Laura L. Carstensen, Founding Director

That was in 2006 and the voice was that of Richard Rainwater, the legendary Texas investor and Stanford Graduate School of Business alumnus. He had just read a story in Stanford Magazine about what a number of Stanford faculty members and I consider one of the most urgent challenges of our time: adapting our culture to a rapidly aging population. After several conversations, Mr. Rainwater committed $10 million to help us build what is today the Stanford Center on Longevity.

The mission of the Center is to redesign long life. We believe that, to the extent that individuals can remain mentally sharp, physically fit and financially secure, many of the challenges of aging fall away.

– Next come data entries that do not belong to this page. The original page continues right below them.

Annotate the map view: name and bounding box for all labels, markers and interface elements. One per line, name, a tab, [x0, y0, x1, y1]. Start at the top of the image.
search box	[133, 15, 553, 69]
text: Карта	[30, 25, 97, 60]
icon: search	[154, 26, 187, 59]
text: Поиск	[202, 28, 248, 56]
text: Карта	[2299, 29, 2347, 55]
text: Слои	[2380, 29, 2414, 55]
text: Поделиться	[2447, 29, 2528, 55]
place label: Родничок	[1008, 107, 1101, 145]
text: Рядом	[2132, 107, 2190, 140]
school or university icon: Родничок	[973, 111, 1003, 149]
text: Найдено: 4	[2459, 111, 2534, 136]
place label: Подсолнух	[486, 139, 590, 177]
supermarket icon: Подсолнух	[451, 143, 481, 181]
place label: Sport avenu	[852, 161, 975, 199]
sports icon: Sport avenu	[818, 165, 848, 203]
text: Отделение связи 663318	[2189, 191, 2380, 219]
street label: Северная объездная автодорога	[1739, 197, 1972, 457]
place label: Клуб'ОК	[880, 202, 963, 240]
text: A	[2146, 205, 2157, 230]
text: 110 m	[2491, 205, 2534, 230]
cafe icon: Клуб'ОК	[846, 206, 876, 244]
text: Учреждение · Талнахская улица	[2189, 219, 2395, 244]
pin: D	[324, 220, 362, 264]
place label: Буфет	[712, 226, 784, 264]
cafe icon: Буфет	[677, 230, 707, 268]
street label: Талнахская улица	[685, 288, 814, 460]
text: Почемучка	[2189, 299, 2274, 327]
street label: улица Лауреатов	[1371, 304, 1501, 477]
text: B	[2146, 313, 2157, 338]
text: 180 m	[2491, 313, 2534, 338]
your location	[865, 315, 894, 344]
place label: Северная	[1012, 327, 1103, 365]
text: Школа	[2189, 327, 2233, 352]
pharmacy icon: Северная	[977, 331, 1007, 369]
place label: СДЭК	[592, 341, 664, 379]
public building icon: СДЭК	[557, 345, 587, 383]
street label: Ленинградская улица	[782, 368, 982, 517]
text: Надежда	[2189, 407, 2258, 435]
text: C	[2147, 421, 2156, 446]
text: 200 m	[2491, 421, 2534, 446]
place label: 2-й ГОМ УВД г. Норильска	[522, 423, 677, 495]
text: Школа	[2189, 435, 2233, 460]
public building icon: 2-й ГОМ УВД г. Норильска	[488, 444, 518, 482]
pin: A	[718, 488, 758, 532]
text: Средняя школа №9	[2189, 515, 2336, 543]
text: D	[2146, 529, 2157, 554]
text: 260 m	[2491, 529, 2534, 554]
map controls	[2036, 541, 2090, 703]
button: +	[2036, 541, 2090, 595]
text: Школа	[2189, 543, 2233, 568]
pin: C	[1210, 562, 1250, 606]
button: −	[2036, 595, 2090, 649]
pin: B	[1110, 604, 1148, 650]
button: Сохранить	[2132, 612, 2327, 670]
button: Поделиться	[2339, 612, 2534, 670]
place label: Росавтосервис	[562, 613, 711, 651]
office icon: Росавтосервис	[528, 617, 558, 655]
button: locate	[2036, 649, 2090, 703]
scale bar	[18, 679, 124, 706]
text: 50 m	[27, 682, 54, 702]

We have completed our sixth year as a research Center, and we have created and nurtured a vibrant community of longevity scholars on campus. Many Stanford faculty members have joined the center as affiliates. Their research spans a remarkable gamut, from examining strategies for developing healthy nutritional habits, to researching how virtual reality tools can affect decisions about retirement savings, to pursuing stem cell research offering insights into the healing process. We have funded postdoctoral fellowships, awarded longevity seed grants to faculty researchers, and taught courses on longevity at the graduate and undergraduate levels.

Research is our most potent tool in the quest to help our culture adapt to the phenomenon of more people living longer than ever before. At the Center on Longevity, we are determined to make sure that research findings do not stay locked away in academia but reach the people who can most benefit from them. We work closely with policymakers, business leaders, to bring academic findings to the rest of the world.

We are grateful and appreciative of the support of Stanford University and our donors, collaborators and friends. As you read about the Center’s programs, we hope you agree that the Center is making a real difference.